Azafaros BV bags €132m Series B financing

Azafaros BV’s oversubscribed Series B financing was led by Jeito Capital and Forbion Growth, with participation from Seroba, Pictet Group, and existing investors Forbion Ventures, Schroders Capital, and BioGeneration Ventures.

Proceeds will support two Phase III pivotal programmes involving Azafaros’s oral biphenyl-substituted L-ido configured deoxynojirimycin derivative, nizubaglustat, in Niemann-Pick disease (Acid Sphingomyelinase Deficiency, ASMD) Type C and GM1/GM2 gangliosidoses—three forms of rare lysosomal storage disorders. The trials are expected to commence at the end of this year. In addition, Azafaros plans to expand its pipeline to include other indications.

Nizubaglustat is a disease-modifying therapeutic intended for patients with rare lysosomal storage disorders. Azafaros, a spin-out from Leiden University and Amsterdam University Medical Center (UMC) in 2018, is developing this dual-acting drug candidate, which has received Fast Track designation in the United States.

Since 2022, additional competition has emerged in the field. The European Medicines Agency (EMA) has recommended the granting of EU marketing authorisation for Genzyme Europe BV’s protein replacement therapy, olipudase alfa, for the treatment of non-central nervous system (CNS) manifestations of Acid Sphingomyelinase Deficiency (ASMD) in children and adults of all ages with Type A/B or Type B ASMD. ASMD was formerly referred to as Niemann-Pick disease.
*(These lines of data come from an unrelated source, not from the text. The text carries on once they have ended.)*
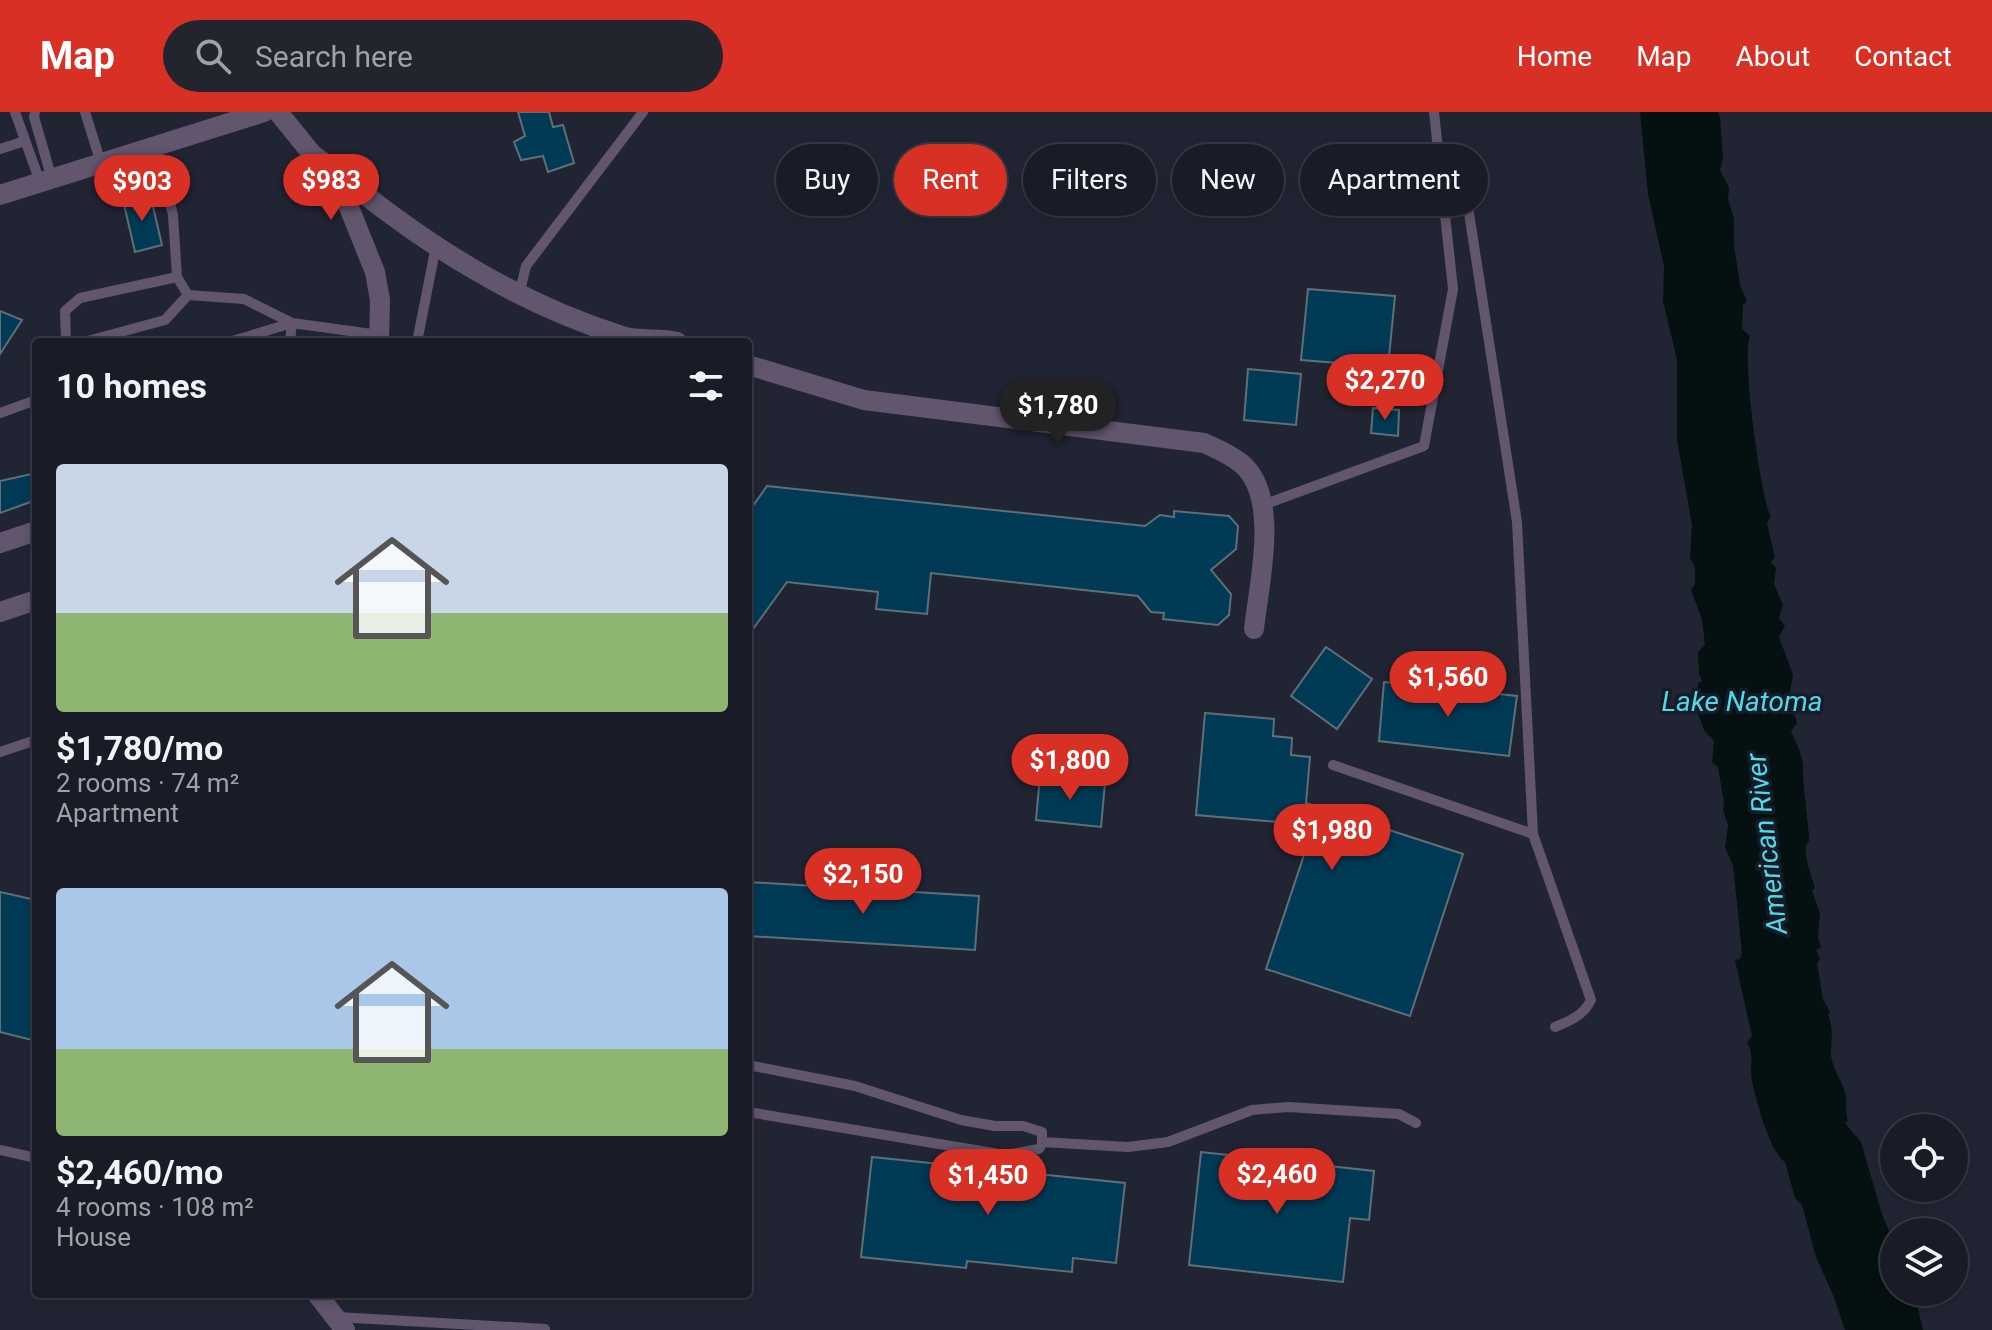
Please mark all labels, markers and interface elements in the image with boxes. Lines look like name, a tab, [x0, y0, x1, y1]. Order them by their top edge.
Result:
search box	[163, 20, 723, 92]
text: Map	[40, 34, 115, 78]
icon: search	[191, 34, 235, 78]
text: Search here	[255, 39, 413, 74]
text: Home	[1517, 40, 1592, 73]
text: Map	[1636, 40, 1692, 73]
text: About	[1736, 40, 1810, 73]
text: Contact	[1854, 40, 1952, 73]
chip: Buy	[776, 144, 878, 216]
chip: Rent	[894, 144, 1007, 216]
chip: Filters	[1023, 144, 1156, 216]
chip: New	[1172, 144, 1284, 216]
chip: Apartment	[1300, 144, 1488, 216]
pin: $983	[284, 154, 378, 222]
pin: $903	[95, 155, 189, 223]
text: $983	[301, 165, 361, 195]
text: $903	[112, 166, 172, 196]
pin: $2,270	[1320, 354, 1450, 422]
icon: filters	[684, 364, 728, 408]
text: $2,270	[1345, 365, 1425, 395]
text: 10 homes	[56, 366, 207, 406]
pin: $1,780	[993, 379, 1123, 447]
text: $1,780	[1018, 390, 1098, 420]
icon: home	[320, 516, 464, 660]
pin: $1,560	[1383, 651, 1513, 719]
text: $1,560	[1408, 662, 1488, 692]
water label: Lake Natoma	[1661, 685, 1823, 718]
text: $1,780/mo	[56, 728, 223, 768]
pin: $1,800	[1005, 734, 1135, 802]
text: $1,800	[1030, 745, 1110, 775]
water label: American River	[1739, 751, 1794, 939]
text: 2 rooms · 74 m²	[56, 768, 239, 798]
text: Apartment	[56, 798, 179, 828]
pin: $1,980	[1267, 804, 1397, 872]
text: $1,980	[1292, 815, 1372, 845]
pin: $2,150	[798, 848, 928, 916]
text: $2,150	[823, 859, 903, 889]
icon: home	[320, 940, 464, 1084]
map controls	[1880, 1114, 1968, 1306]
button: locate	[1880, 1114, 1968, 1202]
pin: $2,460	[1212, 1148, 1342, 1216]
pin: $1,450	[923, 1149, 1053, 1217]
text: $2,460/mo	[56, 1152, 223, 1192]
text: $2,460	[1237, 1159, 1317, 1189]
text: $1,450	[948, 1160, 1028, 1190]
text: 4 rooms · 108 m²	[56, 1192, 254, 1222]
button: layers	[1880, 1218, 1968, 1306]
text: House	[56, 1222, 131, 1252]

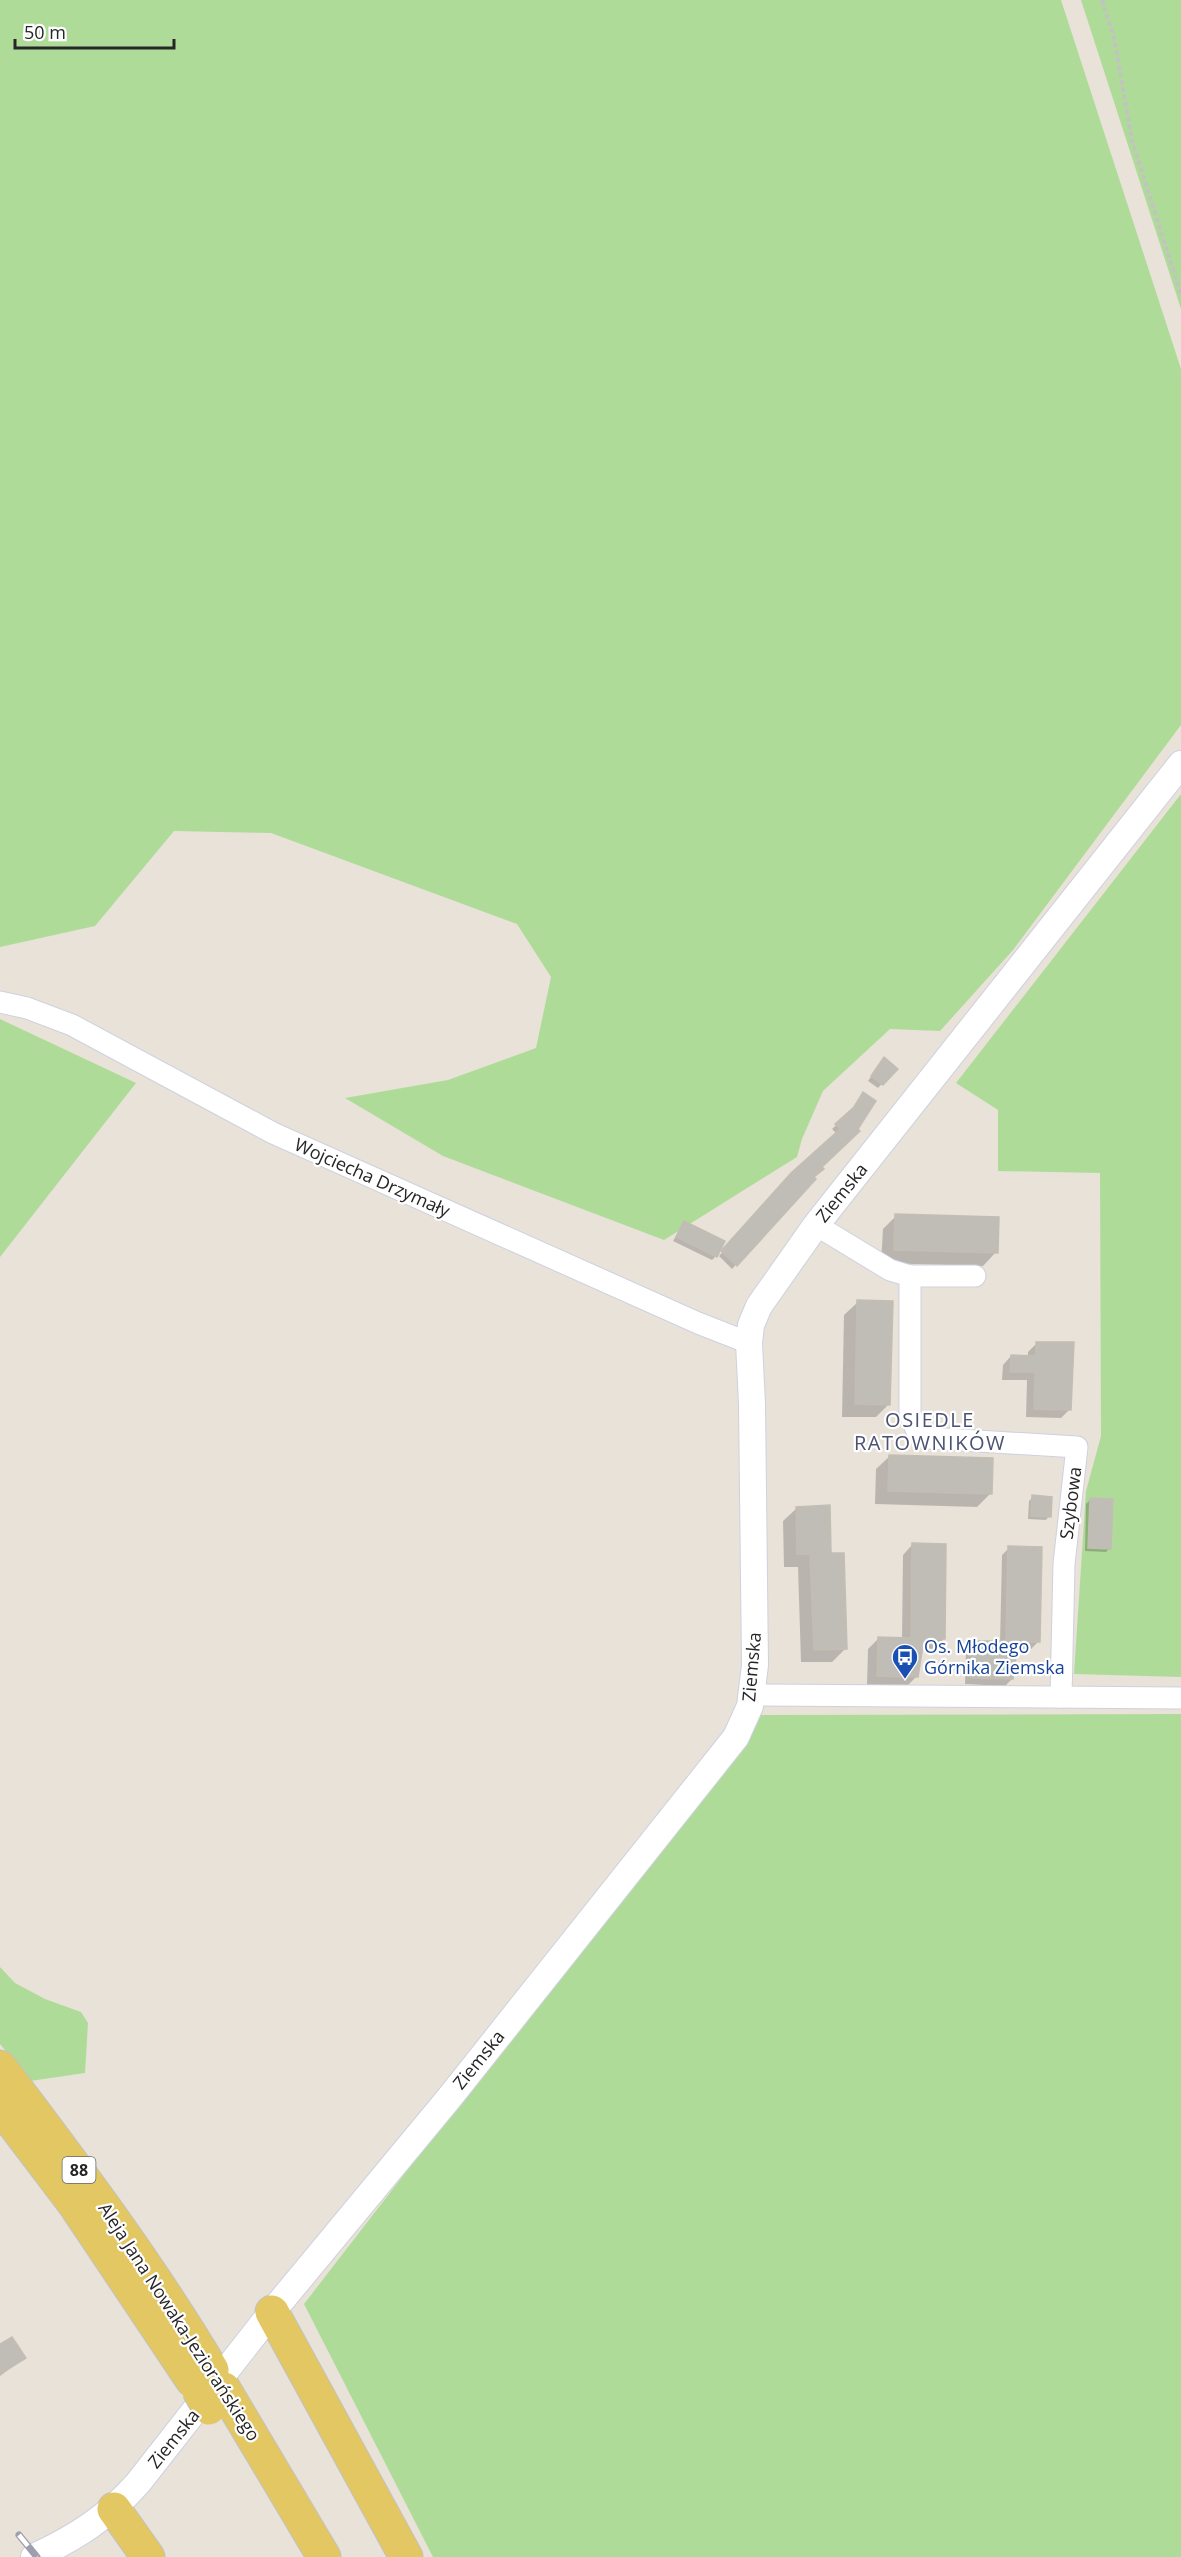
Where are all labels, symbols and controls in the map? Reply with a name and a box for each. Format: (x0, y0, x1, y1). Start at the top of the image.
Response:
scale bar (15, 12, 174, 50)
text: 50 m (24, 20, 66, 44)
street label: Wojciecha Drzymały (291, 1132, 455, 1223)
street label: Ziemska (810, 1158, 872, 1227)
district label: OSIEDLE RATOWNIKÓW (854, 1406, 1006, 1456)
street label: Szybowa (1054, 1465, 1086, 1541)
street label: Ziemska (736, 1631, 766, 1703)
place label: Os. Młodego Górnika Ziemska (924, 1634, 1065, 1679)
bus stop icon: Os. Młodego Górnika Ziemska (890, 1642, 920, 1680)
street label: Ziemska (447, 2025, 509, 2094)
road number: 88 (62, 2157, 96, 2183)
street label: Aleja Jana Nowaka-Jeziorańskiego (94, 2198, 266, 2445)
street label: Ziemska (142, 2404, 204, 2473)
Acid Sphingomyelinase Deficiency (ASMD), historically known as Niemann-Pick disease types A, A/B, and B, is caused by mutations in the SMPD1 gene. This gene encodes the enzyme acid sphingomyelinase (ASM). Malfunction of acid sphingomyelinase is associated with a defect in breaking down sphingomyelin, a type of sphingolipid found in cell membranes. It leads to sphingomyelin accumulation within lysosomes of cells such as macrophages, neurons, and hepatocytes leading to multi-organ damage, including in the liver, spleen, lungs, bone marrow, and the central nervous system (CNS) . ASMD is inherited autosomal recessively. Clinical Subtypes includevType A: Severe, infantile-onset neurovisceral form with early CNS involvement and high mortality in early childhood. Type B: Chronic visceral form with little or no CNS involvement; patients may survive into adulthood, as well as Type A/B: Intermediate phenotype with features of both types.